### Directions
Copy the listing below line for line, from its opening line to the one with "filter:drop-shadow(2px 0 #887057)", both included; stop there.
--------
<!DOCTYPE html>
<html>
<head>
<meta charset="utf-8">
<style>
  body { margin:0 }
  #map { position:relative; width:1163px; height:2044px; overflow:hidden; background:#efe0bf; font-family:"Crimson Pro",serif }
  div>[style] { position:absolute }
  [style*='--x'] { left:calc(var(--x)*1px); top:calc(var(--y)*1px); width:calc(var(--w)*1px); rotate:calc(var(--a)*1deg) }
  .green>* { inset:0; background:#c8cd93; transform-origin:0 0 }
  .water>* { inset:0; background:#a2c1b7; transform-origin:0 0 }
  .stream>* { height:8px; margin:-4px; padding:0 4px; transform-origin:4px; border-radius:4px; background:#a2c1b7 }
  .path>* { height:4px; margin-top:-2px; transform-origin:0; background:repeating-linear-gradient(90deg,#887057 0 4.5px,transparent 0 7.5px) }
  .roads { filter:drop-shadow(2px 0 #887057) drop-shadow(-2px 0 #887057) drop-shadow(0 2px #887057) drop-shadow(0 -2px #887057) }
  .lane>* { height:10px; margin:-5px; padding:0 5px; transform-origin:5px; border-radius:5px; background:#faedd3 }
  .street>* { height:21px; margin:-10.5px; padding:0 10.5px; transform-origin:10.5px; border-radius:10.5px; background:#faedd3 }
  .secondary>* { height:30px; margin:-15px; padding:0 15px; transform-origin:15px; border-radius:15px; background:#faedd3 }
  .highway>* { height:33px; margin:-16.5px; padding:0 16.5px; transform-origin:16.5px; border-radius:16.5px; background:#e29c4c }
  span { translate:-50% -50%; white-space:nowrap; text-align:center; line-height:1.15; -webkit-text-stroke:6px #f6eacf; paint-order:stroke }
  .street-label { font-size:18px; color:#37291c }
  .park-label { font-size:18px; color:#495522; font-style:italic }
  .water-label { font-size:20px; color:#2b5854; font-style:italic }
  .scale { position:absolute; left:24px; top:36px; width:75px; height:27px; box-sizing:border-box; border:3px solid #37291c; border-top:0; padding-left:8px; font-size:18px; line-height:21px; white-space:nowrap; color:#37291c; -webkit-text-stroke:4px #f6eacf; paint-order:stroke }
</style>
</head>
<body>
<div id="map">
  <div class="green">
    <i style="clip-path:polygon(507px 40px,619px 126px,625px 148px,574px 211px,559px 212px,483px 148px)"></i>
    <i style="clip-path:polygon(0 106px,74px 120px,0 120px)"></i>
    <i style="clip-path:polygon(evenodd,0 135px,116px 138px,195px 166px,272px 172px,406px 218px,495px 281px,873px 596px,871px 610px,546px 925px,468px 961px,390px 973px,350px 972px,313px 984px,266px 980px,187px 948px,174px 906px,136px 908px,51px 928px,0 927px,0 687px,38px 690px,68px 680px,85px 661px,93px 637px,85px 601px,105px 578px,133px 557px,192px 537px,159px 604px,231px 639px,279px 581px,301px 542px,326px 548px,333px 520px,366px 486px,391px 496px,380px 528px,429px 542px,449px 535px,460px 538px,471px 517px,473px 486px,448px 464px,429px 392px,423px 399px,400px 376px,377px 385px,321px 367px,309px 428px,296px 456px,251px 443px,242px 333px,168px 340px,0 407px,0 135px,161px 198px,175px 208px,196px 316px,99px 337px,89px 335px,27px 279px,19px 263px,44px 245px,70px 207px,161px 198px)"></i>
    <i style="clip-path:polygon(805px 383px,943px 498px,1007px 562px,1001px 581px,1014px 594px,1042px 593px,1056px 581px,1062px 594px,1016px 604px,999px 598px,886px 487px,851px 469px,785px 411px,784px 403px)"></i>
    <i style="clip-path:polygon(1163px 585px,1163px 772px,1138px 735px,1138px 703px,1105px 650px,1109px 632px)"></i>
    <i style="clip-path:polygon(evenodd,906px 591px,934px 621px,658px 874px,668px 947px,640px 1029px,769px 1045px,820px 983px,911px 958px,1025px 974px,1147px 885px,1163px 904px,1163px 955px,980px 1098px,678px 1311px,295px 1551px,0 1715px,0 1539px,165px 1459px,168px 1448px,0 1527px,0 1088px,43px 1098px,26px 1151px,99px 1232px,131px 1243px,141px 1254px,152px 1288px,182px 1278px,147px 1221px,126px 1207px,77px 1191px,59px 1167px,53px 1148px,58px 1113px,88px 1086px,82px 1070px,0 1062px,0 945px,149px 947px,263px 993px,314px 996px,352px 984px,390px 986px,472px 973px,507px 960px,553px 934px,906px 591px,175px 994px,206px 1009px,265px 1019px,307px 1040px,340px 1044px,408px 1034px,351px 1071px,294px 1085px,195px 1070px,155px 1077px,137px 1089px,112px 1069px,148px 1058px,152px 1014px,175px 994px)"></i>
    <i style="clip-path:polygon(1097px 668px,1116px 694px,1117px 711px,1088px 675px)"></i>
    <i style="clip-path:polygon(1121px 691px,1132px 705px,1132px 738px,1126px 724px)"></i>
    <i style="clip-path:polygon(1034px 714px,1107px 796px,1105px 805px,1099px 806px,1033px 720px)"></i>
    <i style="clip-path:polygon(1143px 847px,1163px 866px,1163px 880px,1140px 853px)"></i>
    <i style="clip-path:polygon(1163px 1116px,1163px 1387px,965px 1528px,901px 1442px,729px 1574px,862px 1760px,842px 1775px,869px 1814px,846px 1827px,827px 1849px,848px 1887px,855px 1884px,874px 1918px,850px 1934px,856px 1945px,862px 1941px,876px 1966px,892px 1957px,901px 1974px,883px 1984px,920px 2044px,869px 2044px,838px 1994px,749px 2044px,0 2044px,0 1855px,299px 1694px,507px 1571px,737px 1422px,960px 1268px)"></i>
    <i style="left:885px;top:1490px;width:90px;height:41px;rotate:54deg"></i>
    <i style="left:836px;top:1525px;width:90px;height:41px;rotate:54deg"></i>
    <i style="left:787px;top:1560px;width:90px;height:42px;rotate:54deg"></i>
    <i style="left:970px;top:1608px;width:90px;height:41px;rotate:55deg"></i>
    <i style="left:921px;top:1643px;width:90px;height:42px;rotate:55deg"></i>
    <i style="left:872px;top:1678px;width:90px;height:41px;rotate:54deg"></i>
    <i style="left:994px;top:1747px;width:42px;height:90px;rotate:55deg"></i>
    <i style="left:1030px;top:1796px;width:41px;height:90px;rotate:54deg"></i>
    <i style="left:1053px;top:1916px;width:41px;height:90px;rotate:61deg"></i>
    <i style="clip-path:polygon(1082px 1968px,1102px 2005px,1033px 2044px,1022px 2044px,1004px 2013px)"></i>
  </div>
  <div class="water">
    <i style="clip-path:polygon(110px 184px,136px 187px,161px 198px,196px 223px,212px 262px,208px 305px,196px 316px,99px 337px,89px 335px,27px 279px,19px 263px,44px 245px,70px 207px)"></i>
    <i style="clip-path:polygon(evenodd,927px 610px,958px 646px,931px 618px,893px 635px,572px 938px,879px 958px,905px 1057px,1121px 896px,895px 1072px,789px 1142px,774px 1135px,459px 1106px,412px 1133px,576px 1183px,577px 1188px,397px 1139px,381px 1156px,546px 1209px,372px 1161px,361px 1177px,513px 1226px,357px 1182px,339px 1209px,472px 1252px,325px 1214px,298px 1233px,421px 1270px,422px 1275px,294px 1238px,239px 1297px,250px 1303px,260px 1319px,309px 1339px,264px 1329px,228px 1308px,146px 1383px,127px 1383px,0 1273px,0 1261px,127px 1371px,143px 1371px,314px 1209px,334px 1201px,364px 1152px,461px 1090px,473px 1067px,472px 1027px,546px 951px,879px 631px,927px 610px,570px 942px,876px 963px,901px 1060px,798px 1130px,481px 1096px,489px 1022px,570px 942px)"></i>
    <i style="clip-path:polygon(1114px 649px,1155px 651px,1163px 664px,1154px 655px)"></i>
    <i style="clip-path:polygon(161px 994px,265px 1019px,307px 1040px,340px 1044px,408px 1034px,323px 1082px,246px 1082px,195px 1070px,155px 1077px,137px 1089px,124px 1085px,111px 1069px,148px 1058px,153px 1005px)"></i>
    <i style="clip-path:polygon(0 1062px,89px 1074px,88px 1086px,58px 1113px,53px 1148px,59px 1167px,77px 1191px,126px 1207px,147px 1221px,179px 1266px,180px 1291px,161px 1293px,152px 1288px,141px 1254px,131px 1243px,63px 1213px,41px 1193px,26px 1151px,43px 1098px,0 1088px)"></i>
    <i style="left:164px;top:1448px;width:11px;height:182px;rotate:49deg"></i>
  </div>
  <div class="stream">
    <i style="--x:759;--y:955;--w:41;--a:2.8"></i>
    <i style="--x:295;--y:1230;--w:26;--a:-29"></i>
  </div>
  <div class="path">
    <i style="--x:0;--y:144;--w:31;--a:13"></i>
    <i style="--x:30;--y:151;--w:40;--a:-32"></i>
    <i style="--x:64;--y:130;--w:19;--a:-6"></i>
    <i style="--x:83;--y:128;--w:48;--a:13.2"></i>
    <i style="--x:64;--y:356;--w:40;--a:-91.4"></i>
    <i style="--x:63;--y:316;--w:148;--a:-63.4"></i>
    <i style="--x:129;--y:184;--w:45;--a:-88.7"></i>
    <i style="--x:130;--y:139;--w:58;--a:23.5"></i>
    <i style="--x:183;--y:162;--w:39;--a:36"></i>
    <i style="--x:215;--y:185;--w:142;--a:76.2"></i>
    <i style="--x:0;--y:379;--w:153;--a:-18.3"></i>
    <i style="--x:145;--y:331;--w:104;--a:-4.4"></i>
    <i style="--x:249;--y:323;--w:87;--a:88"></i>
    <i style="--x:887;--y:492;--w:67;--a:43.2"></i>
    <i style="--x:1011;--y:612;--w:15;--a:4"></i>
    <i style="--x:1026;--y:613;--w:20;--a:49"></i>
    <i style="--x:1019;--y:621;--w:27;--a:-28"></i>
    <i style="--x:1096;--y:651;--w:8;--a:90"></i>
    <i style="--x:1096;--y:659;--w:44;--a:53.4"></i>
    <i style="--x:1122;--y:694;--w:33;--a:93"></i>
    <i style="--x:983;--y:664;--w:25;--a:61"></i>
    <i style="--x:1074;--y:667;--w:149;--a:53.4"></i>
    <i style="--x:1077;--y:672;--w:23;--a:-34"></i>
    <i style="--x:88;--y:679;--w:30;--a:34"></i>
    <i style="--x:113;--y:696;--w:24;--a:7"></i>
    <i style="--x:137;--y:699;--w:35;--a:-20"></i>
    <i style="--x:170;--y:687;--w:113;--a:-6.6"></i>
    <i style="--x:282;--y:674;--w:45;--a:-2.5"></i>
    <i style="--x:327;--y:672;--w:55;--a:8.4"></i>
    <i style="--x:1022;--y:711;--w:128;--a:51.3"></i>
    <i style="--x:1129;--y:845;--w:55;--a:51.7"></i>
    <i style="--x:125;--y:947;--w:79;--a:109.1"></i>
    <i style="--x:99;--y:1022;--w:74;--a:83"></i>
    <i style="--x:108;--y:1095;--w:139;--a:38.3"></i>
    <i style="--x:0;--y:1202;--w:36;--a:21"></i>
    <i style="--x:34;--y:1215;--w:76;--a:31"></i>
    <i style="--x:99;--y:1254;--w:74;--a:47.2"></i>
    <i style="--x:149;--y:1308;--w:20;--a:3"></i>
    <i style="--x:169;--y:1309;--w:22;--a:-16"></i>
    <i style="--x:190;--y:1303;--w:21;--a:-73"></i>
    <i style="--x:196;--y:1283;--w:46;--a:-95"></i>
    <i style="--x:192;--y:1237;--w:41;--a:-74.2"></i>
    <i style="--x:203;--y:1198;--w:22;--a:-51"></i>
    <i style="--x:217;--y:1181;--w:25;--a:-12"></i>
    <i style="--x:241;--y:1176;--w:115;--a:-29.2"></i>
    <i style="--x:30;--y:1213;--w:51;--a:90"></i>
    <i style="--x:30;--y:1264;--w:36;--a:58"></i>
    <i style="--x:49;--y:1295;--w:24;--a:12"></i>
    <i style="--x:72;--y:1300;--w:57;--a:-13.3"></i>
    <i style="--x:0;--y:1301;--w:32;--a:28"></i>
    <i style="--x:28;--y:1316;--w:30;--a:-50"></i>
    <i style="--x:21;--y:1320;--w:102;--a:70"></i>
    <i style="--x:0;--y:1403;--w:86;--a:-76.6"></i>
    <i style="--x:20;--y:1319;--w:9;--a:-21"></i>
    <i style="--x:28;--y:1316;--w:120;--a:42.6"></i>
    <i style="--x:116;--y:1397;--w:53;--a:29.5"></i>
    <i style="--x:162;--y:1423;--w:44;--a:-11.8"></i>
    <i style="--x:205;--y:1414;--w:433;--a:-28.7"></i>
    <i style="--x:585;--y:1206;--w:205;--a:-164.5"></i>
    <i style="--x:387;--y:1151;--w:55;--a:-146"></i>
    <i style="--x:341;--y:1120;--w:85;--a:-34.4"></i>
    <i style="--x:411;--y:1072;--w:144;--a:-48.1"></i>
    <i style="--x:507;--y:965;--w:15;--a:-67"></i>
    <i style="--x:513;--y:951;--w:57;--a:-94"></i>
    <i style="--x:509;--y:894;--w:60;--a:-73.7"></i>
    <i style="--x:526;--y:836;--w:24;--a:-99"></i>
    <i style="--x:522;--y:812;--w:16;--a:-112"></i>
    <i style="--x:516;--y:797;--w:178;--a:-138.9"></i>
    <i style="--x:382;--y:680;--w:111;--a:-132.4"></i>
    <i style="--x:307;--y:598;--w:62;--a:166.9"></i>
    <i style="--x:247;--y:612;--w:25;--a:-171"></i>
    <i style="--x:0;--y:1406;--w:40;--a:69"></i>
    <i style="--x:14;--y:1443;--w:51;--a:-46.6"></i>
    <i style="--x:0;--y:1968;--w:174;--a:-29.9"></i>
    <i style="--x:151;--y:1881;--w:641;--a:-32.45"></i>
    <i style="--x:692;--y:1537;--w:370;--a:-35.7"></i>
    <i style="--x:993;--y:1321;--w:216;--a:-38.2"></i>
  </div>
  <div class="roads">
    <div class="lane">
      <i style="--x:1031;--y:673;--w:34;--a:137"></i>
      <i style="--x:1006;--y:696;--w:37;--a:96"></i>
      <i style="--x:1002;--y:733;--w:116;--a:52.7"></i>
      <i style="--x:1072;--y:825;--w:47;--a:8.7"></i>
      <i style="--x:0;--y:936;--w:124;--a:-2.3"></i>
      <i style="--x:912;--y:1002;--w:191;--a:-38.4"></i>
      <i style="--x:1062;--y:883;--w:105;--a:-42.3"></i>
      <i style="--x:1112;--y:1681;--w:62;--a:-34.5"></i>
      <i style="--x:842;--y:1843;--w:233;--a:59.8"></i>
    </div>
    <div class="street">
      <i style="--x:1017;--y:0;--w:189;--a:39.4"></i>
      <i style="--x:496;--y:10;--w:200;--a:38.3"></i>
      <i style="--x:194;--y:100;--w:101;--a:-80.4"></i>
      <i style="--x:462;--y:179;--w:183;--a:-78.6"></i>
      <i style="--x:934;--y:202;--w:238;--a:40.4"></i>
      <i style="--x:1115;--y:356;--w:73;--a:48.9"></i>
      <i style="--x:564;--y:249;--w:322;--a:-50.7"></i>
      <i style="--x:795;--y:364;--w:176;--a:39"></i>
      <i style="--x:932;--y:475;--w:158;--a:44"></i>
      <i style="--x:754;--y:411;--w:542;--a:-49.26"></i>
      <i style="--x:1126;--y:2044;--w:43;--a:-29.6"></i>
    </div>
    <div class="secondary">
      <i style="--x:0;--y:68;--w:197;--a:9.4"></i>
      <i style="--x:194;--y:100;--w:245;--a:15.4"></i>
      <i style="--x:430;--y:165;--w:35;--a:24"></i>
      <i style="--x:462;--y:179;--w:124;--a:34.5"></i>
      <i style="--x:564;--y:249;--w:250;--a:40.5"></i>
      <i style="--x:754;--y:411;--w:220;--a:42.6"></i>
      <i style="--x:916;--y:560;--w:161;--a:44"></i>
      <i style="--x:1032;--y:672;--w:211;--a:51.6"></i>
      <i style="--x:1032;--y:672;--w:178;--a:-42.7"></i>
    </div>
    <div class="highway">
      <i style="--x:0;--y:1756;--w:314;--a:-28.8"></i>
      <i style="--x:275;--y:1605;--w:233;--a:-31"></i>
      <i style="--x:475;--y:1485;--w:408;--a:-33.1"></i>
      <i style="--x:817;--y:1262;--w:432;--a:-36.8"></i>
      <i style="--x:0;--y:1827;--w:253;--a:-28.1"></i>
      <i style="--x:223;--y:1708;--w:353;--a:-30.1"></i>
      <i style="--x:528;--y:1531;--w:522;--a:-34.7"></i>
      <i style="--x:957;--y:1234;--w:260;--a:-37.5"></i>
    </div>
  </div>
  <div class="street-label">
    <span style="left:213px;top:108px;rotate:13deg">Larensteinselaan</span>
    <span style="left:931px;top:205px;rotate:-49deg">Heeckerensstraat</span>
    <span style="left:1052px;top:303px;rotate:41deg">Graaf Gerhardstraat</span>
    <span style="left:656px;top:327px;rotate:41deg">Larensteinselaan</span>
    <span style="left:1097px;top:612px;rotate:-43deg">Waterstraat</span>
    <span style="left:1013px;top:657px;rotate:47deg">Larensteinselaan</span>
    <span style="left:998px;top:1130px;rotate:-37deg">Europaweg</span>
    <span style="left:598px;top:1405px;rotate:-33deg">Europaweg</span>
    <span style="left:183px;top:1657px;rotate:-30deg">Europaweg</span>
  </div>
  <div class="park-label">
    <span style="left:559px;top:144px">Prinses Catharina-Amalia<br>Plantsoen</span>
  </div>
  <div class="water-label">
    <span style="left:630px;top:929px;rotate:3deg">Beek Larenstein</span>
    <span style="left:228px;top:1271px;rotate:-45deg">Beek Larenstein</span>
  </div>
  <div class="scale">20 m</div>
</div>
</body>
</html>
--------
### Result for this exercise
<!DOCTYPE html>
<html>
<head>
<meta charset="utf-8">
<style>
  body { margin:0 }
  #map { position:relative; width:1163px; height:2044px; overflow:hidden; background:#efe0bf; font-family:"Crimson Pro",serif }
  div>[style] { position:absolute }
  [style*='--x'] { left:calc(var(--x)*1px); top:calc(var(--y)*1px); width:calc(var(--w)*1px); rotate:calc(var(--a)*1deg) }
  .green>* { inset:0; background:#c8cd93; transform-origin:0 0 }
  .water>* { inset:0; background:#a2c1b7; transform-origin:0 0 }
  .stream>* { height:8px; margin:-4px; padding:0 4px; transform-origin:4px; border-radius:4px; background:#a2c1b7 }
  .path>* { height:4px; margin-top:-2px; transform-origin:0; background:repeating-linear-gradient(90deg,#887057 0 4.5px,transparent 0 7.5px) }
  .roads { filter:drop-shadow(2px 0 #887057) drop-shadow(-2px 0 #887057) drop-shadow(0 2px #887057) drop-shadow(0 -2px #887057) }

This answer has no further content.